Lighthouse in Maryland, United States

The Choptank River Light was a screw-pile lighthouse located near Oxford, Maryland. In its second incarnation it was the only such light moved from another location in the Chesapeake Bay.

==History==
The first light at this location was built in 1871 by Francis A. Gibbons, replacing a lightship which was stationed there the previous year. A ten pile arrangement similar to that of the York Spit Light in Virginia was used. Initially equipped with a sixth-order Fresnel lens, it was upgraded to a fifth order lens in 1881 after ice piled up around the foundation and disturbed some of the outer piles, tilting the house slightly. A second ice flow in 1918 piled up 30 ft, knocking the house from the piles and destroying it.

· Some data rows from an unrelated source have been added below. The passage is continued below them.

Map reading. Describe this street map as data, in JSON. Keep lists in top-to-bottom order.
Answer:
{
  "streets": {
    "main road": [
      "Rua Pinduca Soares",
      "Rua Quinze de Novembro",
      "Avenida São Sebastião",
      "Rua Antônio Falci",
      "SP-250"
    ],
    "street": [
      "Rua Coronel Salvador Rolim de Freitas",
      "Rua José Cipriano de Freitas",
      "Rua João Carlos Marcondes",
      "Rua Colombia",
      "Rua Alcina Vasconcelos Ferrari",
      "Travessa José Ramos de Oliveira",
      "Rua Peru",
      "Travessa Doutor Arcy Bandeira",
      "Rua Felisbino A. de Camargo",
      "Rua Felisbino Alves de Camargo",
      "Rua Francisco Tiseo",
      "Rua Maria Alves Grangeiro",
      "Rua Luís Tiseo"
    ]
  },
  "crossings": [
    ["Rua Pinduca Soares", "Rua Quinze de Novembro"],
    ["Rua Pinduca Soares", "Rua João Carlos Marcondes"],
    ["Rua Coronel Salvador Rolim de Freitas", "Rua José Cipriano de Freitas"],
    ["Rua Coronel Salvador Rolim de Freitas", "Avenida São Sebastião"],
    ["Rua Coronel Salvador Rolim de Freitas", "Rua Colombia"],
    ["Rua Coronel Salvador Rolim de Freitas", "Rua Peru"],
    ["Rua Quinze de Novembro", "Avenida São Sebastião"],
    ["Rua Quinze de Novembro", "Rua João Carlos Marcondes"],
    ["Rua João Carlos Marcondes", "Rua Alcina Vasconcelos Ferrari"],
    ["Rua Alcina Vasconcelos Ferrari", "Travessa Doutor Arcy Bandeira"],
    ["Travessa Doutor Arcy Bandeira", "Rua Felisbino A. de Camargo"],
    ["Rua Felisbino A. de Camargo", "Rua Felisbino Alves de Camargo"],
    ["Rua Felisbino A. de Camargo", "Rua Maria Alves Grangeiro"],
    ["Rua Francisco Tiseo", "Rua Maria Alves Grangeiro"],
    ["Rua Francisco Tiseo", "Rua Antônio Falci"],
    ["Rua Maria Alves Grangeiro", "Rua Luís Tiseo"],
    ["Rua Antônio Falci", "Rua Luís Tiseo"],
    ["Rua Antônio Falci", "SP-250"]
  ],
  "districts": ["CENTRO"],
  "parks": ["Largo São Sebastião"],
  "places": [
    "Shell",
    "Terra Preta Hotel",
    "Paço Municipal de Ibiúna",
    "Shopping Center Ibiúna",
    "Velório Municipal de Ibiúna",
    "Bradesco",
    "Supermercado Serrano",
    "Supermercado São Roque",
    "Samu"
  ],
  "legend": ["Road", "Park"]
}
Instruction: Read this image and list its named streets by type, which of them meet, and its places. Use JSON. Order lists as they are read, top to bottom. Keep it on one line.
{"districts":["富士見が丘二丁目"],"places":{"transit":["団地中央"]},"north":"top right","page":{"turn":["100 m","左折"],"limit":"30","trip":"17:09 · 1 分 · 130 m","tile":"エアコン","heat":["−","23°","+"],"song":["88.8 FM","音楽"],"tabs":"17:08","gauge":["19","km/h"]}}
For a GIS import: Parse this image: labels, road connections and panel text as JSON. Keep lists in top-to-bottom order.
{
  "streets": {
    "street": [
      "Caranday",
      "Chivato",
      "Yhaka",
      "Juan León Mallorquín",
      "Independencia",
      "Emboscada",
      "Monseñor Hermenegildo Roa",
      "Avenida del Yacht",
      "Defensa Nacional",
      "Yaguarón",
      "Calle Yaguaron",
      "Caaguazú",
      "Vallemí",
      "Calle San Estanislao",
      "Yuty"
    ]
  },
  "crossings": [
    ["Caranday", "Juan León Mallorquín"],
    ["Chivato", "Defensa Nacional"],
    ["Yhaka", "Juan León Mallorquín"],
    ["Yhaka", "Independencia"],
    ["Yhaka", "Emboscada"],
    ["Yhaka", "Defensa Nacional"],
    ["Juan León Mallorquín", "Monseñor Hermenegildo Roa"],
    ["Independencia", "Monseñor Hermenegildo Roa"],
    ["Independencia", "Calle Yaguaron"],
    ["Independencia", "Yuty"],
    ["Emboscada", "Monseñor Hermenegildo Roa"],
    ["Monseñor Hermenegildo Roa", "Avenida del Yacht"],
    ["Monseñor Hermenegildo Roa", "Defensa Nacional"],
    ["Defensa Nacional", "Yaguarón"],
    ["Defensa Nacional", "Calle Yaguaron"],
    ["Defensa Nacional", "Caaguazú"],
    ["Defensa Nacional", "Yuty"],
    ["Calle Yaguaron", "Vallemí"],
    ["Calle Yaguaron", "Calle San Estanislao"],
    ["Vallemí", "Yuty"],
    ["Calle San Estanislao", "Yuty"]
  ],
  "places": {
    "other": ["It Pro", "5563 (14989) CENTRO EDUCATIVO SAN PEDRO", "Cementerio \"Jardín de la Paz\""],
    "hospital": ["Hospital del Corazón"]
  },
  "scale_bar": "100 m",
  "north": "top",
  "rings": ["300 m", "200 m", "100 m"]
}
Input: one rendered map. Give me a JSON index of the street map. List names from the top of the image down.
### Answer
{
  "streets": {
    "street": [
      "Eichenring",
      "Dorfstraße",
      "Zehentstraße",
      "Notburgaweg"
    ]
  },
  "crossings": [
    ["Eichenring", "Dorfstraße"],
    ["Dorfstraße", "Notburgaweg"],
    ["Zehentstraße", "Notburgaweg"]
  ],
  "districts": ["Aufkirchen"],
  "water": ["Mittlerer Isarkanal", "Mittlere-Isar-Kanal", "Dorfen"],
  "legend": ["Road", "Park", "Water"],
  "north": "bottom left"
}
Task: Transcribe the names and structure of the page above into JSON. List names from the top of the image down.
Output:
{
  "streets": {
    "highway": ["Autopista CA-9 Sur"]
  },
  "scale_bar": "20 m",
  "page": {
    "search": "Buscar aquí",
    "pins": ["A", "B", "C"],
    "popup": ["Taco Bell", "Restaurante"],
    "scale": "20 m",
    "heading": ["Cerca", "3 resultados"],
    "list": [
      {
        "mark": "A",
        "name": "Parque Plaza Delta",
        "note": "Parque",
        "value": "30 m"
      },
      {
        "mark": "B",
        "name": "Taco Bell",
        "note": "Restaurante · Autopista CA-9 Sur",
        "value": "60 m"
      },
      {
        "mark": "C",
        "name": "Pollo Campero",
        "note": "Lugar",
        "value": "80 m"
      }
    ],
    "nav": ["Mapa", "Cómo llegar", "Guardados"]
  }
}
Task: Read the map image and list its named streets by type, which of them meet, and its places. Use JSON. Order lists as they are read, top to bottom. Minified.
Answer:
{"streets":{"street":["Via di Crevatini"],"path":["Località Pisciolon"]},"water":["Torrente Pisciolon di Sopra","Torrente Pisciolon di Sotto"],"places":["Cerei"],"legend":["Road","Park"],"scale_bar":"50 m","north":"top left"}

Although consideration was given to using a caisson structure, it was decided instead to reuse the house from the Cherrystone Bar Light, which had been deactivated in 1919. This was moved by barge and placed on a new six pile foundation in 1921, making the new light the only working lighthouse to be moved from one location to another in the bay. This light lasted until 1964, when the house was dismantled as part of the general program of eliminating such lights; a skeleton tower on the old piles replaced it.

A replica of the second Choptank River Lighthouse was built on the waterfront in Cambridge, Maryland and is open for tours. It was dedicated September 22, 2012.